Cloud Composer DAG Job

The Cloud Composer DAG job type triggers an Apache Airflow DAG run in a Google Cloud Composer environment via the Airflow REST API (POST /dags/{dag_id}/dagRuns). The DAG is identified by its dag_id — Polysync stores that in the Job's External Id.

This job type is supported on the Google Cloud Composer platform.

Required job fields

  • External Id — the Airflow dag_id.
  • Job TypeCloud Composer DAG (set automatically on import).

Job discovery

GET /dags?limit=100&offset=0&only_active=false against the Composer environment's Airflow web server, paginated via offset / limit. For each DAG, GET /dags/{dag_id}/details is followed to import the declared params schema (with type information).

Parameter handling

Input + Input&Output parameters are passed as Airflow's conf dict on the DAG run:

{
  "dag_run_id": "polysync_<unique>",
  "conf": {
    "<param-1>": <typed-value>,
    "<param-2>": <typed-value>
  }
}
Direction Sent in conf Updated from response
Input
Output (not supported)
Input&Output (not supported)

Values are typed via the Polysync Data Type and serialized as JSON tokens (string, int, bool, JSON object, JSON array). The DAG receives them in dag_run.conf (Airflow 2.x).

Output parameters are not supported. Airflow surfaces the conf dict back on the run status response unchanged. Persist DAG outputs to GCS / BigQuery / XCom and read them from a downstream Task.

Execution flow

  1. Polysync POSTs the body above to POST /dags/{dag_id}/dagRuns. The composite RunId is the dag_run_id.

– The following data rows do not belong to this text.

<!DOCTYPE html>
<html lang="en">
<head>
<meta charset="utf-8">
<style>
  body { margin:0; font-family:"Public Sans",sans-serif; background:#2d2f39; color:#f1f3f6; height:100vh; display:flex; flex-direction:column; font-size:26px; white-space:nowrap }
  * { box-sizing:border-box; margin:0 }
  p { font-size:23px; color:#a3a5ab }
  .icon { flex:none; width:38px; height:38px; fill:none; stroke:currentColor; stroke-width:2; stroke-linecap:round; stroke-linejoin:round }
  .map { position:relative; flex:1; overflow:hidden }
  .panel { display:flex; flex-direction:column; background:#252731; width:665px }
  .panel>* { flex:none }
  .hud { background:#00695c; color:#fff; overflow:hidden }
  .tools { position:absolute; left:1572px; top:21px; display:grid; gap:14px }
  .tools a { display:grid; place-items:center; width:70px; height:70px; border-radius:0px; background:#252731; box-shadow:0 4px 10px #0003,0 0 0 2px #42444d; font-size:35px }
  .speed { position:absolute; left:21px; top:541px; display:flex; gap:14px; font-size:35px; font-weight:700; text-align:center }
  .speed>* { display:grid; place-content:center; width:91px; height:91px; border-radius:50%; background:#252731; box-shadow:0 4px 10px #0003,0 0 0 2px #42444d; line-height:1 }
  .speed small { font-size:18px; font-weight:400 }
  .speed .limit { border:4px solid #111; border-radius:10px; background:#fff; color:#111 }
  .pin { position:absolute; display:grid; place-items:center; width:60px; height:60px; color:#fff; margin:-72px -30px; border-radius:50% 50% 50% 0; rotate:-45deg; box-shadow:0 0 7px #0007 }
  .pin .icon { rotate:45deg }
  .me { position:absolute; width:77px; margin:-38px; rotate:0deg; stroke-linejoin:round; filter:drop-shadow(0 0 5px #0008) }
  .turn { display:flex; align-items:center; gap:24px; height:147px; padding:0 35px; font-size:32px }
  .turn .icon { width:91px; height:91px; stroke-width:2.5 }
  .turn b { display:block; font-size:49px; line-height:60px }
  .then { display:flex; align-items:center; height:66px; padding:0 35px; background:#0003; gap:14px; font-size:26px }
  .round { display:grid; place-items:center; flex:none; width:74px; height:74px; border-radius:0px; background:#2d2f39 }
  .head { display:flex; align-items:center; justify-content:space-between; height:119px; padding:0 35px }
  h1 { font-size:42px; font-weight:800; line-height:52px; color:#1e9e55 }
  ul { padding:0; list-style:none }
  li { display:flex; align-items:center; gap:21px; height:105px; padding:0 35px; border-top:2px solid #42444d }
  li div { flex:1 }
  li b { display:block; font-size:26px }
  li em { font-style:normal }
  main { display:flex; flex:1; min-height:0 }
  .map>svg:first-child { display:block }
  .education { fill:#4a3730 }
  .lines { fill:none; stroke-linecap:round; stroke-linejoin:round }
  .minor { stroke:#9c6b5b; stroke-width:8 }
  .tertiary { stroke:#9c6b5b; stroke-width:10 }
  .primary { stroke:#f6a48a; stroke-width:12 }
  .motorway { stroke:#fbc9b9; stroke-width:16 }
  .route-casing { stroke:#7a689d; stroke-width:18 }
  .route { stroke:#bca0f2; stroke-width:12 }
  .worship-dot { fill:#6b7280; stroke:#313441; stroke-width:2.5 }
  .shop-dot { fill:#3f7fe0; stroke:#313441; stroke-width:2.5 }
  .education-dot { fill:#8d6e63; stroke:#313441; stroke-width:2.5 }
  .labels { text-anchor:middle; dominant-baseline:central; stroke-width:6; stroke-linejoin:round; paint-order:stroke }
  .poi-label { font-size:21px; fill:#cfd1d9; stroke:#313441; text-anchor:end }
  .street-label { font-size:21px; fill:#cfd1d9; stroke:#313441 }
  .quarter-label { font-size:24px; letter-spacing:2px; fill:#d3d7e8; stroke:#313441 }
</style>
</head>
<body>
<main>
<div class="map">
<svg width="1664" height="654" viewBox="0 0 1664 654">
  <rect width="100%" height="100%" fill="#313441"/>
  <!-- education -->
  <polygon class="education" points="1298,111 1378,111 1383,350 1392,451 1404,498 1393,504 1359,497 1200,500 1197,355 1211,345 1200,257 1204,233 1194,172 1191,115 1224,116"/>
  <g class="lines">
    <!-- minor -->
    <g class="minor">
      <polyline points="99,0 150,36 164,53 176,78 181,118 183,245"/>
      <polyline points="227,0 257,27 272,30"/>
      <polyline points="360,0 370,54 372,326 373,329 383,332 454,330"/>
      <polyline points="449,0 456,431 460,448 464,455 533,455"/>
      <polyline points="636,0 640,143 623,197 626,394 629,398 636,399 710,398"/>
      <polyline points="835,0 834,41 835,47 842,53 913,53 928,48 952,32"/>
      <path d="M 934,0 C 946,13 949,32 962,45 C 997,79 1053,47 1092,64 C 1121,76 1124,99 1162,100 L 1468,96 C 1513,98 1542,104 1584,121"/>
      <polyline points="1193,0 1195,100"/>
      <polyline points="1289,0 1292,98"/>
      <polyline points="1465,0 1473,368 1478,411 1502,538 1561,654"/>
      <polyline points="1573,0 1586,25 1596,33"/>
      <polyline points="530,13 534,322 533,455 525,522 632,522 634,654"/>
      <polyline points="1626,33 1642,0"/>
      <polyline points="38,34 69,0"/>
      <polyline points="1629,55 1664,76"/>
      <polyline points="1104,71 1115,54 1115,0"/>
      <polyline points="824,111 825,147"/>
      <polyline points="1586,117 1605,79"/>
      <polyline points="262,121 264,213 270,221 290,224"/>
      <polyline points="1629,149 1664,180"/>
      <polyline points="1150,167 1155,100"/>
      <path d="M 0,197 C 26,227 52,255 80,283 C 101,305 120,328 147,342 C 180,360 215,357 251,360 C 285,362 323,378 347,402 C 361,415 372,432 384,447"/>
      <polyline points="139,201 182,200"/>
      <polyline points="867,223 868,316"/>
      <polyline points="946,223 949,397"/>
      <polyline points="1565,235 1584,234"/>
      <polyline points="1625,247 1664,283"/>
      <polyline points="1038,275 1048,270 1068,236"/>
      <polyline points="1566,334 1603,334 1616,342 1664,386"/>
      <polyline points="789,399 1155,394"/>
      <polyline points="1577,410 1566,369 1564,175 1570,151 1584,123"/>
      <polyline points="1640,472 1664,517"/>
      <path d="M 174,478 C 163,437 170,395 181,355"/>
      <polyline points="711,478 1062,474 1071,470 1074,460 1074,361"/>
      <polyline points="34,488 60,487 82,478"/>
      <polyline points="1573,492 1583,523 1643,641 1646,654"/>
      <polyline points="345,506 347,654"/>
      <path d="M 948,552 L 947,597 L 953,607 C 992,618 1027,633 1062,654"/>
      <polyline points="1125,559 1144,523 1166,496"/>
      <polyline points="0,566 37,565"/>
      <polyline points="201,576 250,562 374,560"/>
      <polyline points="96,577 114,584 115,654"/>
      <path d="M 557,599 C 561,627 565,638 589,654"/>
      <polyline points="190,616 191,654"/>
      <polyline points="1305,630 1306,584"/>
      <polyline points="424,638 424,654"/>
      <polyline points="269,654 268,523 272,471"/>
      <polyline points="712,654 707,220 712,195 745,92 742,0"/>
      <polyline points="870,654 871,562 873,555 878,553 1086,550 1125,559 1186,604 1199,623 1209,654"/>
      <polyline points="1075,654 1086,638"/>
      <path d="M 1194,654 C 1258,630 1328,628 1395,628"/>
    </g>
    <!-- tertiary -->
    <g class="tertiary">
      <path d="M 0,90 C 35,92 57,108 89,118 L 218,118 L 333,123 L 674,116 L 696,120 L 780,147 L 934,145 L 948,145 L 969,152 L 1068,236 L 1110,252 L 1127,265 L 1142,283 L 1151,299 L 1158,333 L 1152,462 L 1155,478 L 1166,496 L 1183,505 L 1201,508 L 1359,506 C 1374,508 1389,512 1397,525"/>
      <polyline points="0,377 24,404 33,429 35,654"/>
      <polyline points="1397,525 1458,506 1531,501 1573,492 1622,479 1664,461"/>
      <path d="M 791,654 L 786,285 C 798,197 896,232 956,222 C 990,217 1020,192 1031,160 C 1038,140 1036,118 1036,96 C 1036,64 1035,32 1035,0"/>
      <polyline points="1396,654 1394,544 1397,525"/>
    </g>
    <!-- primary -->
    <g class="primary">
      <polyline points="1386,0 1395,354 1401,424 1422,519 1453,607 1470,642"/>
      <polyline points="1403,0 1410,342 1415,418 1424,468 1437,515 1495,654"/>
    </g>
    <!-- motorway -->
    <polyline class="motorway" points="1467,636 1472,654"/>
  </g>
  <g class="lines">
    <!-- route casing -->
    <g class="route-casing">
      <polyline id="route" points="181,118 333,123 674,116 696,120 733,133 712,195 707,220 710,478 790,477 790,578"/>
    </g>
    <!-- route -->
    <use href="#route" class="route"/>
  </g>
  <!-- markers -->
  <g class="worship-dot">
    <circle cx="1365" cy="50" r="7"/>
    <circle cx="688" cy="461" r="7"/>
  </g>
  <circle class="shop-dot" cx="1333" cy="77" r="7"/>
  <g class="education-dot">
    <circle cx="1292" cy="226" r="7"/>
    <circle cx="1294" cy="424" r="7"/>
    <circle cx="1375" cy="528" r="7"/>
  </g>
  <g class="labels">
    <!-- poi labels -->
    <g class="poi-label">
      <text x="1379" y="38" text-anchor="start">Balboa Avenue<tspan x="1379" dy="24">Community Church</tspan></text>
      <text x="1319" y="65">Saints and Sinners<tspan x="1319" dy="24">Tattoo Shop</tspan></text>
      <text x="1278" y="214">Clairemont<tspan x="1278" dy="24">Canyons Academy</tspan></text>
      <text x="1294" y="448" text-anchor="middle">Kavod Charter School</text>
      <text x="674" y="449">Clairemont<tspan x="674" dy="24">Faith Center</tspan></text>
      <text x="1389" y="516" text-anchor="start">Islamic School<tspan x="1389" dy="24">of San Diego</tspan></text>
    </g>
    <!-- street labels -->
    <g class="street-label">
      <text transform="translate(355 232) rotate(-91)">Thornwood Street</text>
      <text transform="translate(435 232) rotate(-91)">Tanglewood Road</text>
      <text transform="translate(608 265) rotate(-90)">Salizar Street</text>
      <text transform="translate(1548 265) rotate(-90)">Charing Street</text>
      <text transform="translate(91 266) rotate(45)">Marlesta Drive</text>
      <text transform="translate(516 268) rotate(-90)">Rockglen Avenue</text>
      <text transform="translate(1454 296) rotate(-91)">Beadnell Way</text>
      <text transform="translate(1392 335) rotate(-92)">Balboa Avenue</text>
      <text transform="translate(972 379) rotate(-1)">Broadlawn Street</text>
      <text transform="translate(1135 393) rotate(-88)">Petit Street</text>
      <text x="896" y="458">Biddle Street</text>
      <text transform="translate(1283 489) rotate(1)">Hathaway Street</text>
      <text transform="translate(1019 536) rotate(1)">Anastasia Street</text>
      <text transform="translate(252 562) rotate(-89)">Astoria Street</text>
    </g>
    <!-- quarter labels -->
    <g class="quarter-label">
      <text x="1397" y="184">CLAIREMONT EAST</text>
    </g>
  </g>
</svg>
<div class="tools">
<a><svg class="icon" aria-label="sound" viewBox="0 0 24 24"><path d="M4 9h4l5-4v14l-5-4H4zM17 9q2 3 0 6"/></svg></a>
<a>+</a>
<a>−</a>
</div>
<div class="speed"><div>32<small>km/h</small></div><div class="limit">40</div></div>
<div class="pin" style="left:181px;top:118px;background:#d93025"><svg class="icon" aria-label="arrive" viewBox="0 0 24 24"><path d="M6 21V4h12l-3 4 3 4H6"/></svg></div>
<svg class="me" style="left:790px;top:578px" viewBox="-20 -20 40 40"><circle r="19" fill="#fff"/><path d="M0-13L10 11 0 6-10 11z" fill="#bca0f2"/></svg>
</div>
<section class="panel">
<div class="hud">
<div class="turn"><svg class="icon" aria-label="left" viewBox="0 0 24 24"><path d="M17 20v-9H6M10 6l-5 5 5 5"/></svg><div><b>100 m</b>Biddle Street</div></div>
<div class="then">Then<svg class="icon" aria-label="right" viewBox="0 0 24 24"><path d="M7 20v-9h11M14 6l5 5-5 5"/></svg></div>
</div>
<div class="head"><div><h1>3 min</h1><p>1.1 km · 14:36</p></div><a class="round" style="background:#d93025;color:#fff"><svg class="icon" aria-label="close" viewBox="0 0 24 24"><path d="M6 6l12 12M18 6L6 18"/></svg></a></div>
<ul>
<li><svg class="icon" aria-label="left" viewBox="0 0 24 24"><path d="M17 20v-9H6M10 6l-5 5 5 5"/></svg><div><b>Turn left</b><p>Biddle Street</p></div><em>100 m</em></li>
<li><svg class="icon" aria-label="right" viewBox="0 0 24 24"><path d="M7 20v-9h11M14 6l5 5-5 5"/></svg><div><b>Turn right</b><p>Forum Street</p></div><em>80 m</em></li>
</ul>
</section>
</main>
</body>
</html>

  2. Status is polled via GET /dags/{dag_id}/dagRuns/{dag_run_id} and decoded:

    Airflow state Polysync status
    success Success
    failed / upstream_failed Failed
    running Running
    up_for_retry / up_for_reschedule Running
    queued / scheduled Starting
    (other) Unknown
  3. Cancel is supported via PATCH /dags/{dag_id}/dagRuns/{dag_run_id} with body { "state": "failed" } — Airflow stops scheduling further tasks on the run.

Monitor URL

{airflowWebServerUrl}/dags/{dag_id}/grid?dag_run_id={dag_run_id}

Best practices

  • Declare DAG params with explicit type so the Polysync importer seeds the parameter schema with the correct Data Types.
  • Use Input&Output only when downstream Polysync Tasks need to chain the same value — DAG runs themselves don't update Polysync outputs.
  • For IAP-protected environments, populate the Google IAP Client Id platform attribute so Polysync requests an OIDC token with the matching audience.

Troubleshooting

  • HTTP 404 on execute — the dag_id was deleted or paused. Re-run Get Pipelines to refresh, or unpause the DAG in Airflow.
  • HTTP 401 — IAP authentication failed; verify Google IAP Client Id and the service account has the IAP-secured Web App User role.
  • DAG stuck in queued — Composer scheduler is unhealthy or DAG concurrency limits are blocking. Inspect Airflow's scheduler logs.